Fotografia de Pedro Ribeiro via Unsplash modificada por Shifter

Um ponto da situação ‘5G’ feito por quem o vai implementar

A conferência DETI Talks, organizada pelo Departamento de Eletrónica, Telecomunicações e Informática (DETI), juntou um painel com representantes da maioria dos intervenientes na mudança tecnológica trazida pelo 5G.

A quinta geração das redes móveis foi o tema da conferência DETI Talks, organizada pelo Departamento de Eletrónica, Telecomunicações e Informática (DETI), que teve lugar no passado dia 4 de dezembro na Universidade de Aveiro e juntou um painel com representantes da maioria dos intervenientes na mudança tecnológica trazida pelo 5G.
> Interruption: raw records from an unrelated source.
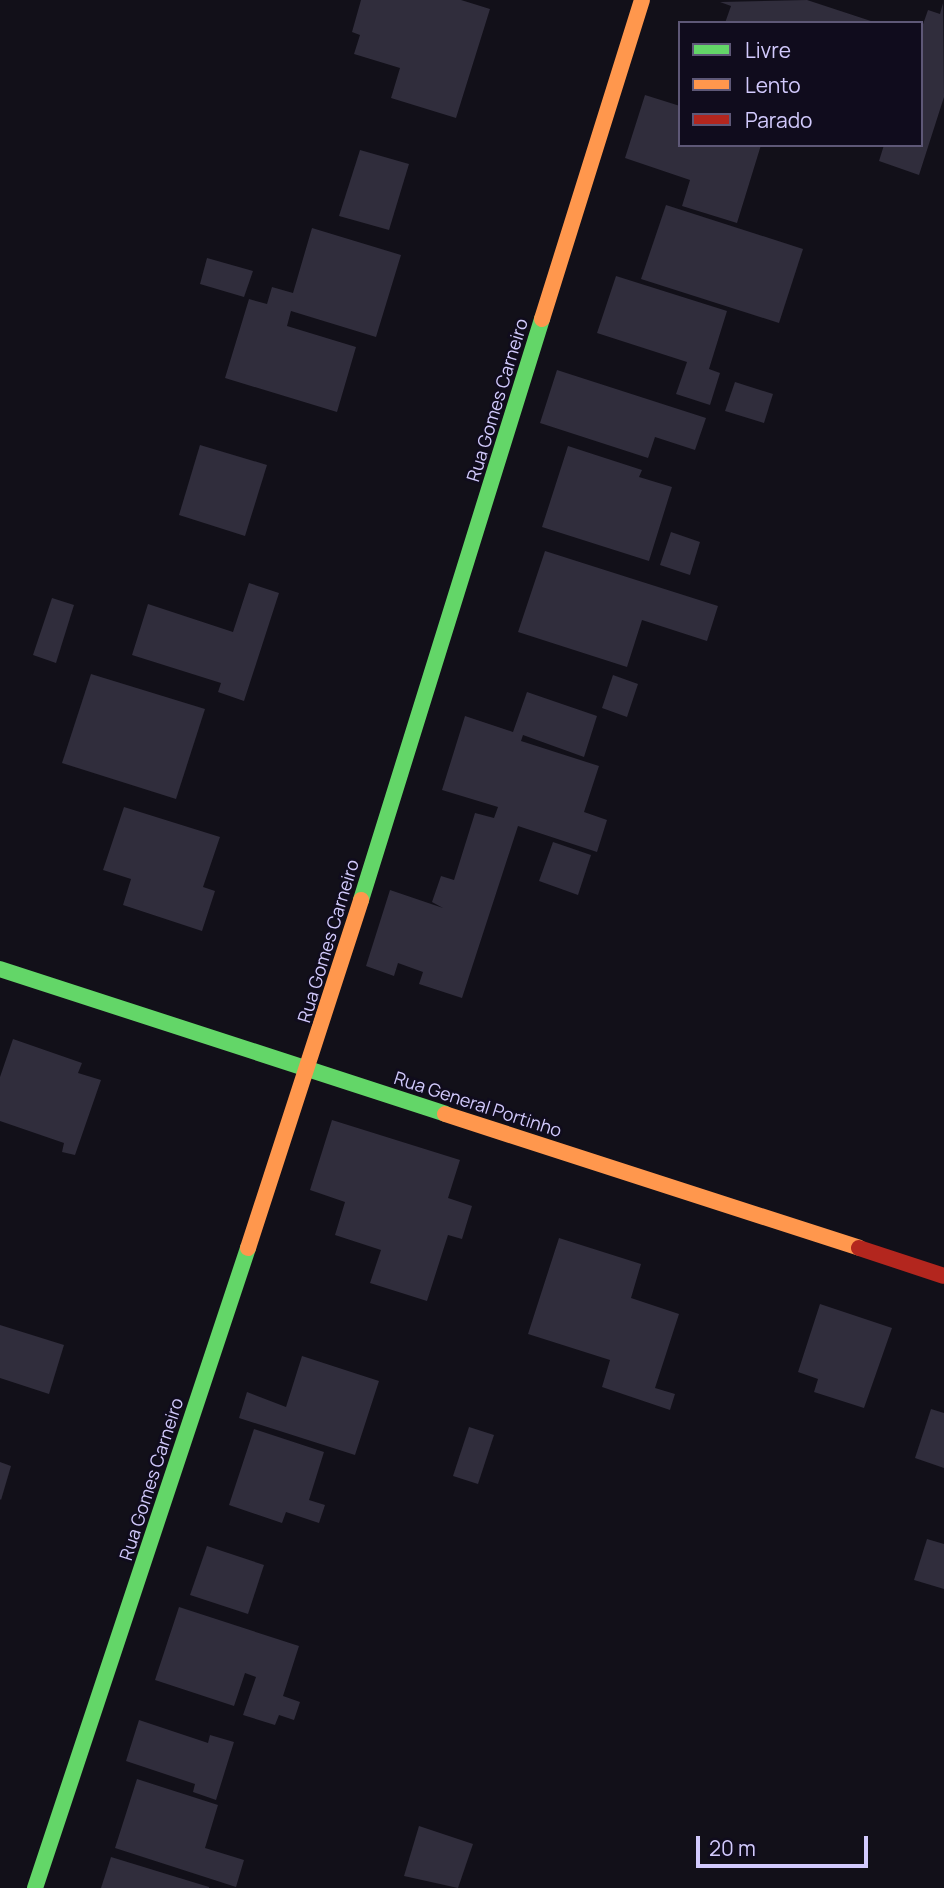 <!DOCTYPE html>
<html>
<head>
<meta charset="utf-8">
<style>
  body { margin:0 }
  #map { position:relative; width:944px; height:1888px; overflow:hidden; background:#121019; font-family:Manrope,sans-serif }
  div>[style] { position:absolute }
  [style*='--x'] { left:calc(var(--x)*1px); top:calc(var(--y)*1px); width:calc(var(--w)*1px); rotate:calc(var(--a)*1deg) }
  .building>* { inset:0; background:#302d3c }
  .fast>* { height:16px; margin:-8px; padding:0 8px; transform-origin:8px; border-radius:8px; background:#63d668 }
  .slow>* { height:16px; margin:-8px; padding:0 8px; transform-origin:8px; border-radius:8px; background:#ff974d }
  .jam>* { height:16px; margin:-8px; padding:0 8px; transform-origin:8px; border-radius:8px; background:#b3261e }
  span { translate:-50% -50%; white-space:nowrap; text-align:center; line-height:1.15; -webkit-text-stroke:5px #100c1d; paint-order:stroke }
  .street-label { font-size:18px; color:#d2cafd }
  .legend { position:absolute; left:678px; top:21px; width:245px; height:126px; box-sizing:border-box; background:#100c1d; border:2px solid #5e5877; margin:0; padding:9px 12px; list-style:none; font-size:21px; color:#d2cafd }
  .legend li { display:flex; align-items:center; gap:14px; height:35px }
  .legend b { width:35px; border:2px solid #5e5877 }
  .scale { position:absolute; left:696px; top:1836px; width:172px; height:32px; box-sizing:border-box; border:4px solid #d2cafd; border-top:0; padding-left:9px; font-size:21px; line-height:24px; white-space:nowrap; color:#d2cafd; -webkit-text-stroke:5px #100c1d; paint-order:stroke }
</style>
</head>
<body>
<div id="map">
  <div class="building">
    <i style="clip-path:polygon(361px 0,461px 0,490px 9px,456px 118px,391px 98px,400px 68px,354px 54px,360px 35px,352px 32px)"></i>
    <i style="clip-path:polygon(807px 0,877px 23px,725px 23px,731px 6px,720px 2px)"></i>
    <i style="clip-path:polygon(943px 3px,944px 97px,919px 175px,879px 161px,884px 145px,921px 145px,921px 30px,928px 10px,940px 14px)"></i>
    <i style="clip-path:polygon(645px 95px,680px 106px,680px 145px,761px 145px,737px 223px,682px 206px,690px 180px,625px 158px)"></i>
    <i style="clip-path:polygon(360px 150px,409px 164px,389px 230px,339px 216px)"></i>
    <i style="clip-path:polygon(666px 205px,803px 249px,779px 323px,641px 279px)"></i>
    <i style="clip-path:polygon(312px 228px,401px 255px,376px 337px,291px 311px,287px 326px,356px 347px,337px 412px,225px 378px,249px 299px,267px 304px,272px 287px,293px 293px)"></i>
    <i style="clip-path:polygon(207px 258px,253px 271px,244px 297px,200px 284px)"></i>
    <i style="clip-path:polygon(616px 276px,727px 311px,709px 369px,720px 373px,710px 405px,676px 394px,687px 362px,597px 333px)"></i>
    <i style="clip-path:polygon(557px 370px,706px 418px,695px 450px,655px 437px,648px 458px,540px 423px)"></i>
    <i style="clip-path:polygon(735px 382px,773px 394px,764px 423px,725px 411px)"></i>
    <i style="clip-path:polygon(200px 445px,267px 465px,245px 536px,179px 515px)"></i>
    <i style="clip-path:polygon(568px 446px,642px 470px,639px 477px,672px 487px,649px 561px,542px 527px)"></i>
    <i style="clip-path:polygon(671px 532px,700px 542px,690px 575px,660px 565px)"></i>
    <i style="clip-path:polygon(545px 551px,718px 606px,707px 641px,642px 620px,627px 667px,518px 632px)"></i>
    <i style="clip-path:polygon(249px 583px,279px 593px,244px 701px,218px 692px,221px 683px,132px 655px,148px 604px,233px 632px)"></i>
    <i style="clip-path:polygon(52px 598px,74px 605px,56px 663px,33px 655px)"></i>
    <i style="clip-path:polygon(91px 674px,205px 709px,176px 799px,62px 763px)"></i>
    <i style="clip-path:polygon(613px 675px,638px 684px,627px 717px,602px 708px)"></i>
    <i style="clip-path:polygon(527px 692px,597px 716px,584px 757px,523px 735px,521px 741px,599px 766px,584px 812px,607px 820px,597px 852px,518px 826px,462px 998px,419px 984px,423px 972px,398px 963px,394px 976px,366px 966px,390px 890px,443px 908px,432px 902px,441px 876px,454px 880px,475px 813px,494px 818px,498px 807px,442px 790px,465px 716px,513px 732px)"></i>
    <i style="clip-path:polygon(124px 807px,220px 837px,203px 887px,215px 891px,202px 931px,123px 905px,131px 879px,103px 870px)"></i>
    <i style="clip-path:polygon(553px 842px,591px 855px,578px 895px,539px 881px)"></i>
    <i style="clip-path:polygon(13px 1039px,82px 1063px,78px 1073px,101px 1080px,75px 1155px,62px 1152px,64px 1143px,0 1121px,0 1077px)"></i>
    <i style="clip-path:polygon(332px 1120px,460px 1160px,448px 1198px,472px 1206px,462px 1239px,448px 1235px,427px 1301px,370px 1283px,381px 1250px,335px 1235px,345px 1202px,310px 1190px)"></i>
    <i style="clip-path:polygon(559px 1238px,641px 1264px,631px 1298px,679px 1314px,655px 1388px,675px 1394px,670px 1410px,602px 1387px,610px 1360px,528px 1334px)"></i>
    <i style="clip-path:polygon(820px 1304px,892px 1328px,864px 1408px,814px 1392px,818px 1379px,798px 1372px)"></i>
    <i style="clip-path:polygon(0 1325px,64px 1345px,49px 1394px,0 1378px)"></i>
    <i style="clip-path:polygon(302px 1356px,379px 1381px,355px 1455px,239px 1418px,247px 1392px,286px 1407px)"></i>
    <i style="clip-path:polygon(931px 1409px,944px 1413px,944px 1468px,915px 1458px)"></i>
    <i style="clip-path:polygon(469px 1427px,494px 1435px,478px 1484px,453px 1476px)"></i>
    <i style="clip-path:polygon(254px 1429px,324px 1452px,309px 1500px,325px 1505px,319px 1523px,286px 1512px,282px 1523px,229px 1505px)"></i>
    <i style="clip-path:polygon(0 1462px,11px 1466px,1px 1500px,0 1499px)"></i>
    <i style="clip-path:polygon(927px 1539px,944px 1544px,944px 1589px,914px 1580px)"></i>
    <i style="clip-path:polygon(207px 1546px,264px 1565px,248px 1614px,190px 1595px)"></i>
    <i style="clip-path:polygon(179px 1607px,299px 1646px,283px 1696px,300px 1702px,294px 1720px,279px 1715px,275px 1725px,243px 1715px,256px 1677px,245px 1673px,234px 1706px,155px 1680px)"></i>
    <i style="clip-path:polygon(139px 1720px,208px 1743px,210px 1735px,234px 1742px,216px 1800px,193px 1792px,195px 1784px,126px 1761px)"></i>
    <i style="clip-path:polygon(137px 1779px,218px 1805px,205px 1848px,244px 1860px,236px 1887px,115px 1848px)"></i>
    <i style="clip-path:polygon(419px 1826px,473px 1844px,458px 1888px,404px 1876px)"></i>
    <i style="clip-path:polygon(111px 1857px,209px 1887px,209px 1888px,101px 1888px)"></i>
  </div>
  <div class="fast">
    <i style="--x:361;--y:900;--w:609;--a:-72.7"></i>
    <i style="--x:0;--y:969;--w:468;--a:18"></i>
    <i style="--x:35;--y:1888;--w:675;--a:-71.59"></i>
  </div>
  <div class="slow">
    <i style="--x:542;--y:319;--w:334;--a:-72.6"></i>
    <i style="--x:445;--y:1114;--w:435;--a:17.9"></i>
    <i style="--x:248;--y:1248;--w:366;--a:-72"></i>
  </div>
  <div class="jam">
    <i style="--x:859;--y:1248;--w:89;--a:18.2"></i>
  </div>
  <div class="street-label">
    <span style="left:497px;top:400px;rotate:-73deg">Rua Gomes Carneiro</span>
    <span style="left:328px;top:941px;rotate:-73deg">Rua Gomes Carneiro</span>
    <span style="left:478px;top:1104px;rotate:18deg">Rua General Portinho</span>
    <span style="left:151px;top:1479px;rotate:-72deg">Rua Gomes Carneiro</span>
  </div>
  <ul class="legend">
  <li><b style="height:9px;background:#63d668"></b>Livre</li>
  <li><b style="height:9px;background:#ff974d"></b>Lento</li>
  <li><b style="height:9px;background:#b3261e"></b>Parado</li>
  </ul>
  <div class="scale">20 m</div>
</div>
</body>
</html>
Com o principal objetivo de “refletir sobre os problemas da sociedade que [esta tecnologia] pretende resolver”, como disse Paulo Jorge Ferreira, reitor da universidade, decorreu numa altura em que, segundo o Secretário de Estado Adjunto e das Comunicações, Alberto Souto, estamos cada vez mais perto de “concretizar as ousadias da nossa imaginação” no que toca à internet das coisas.

Para uma melhor compreensão da temática 5G, recomendamos a leitura do artigo que publicámos em maio deste ano sobre o 5G.

Os benefícios do 5G na sociedade

As vantagens do 5G foram abordados, essencialmente, pelas marcas produtoras da infraestrutura, que começaram por destacar o porquê da procura pela grande velocidade e baixa latência oferecida pelo 5G. Mateus Mazzeo e Luis Muchacho, diretores de vendas da Nokia e Ericsson, respetivamente, introduziram o conceito de OT (operations technology). Complementar à IT (information technology) — focada essencialmente na informação e nos dados — a OT asssume a gestão de processos físicos (ligação de máquinas) e será o principal vector do crescimento que se avizinha.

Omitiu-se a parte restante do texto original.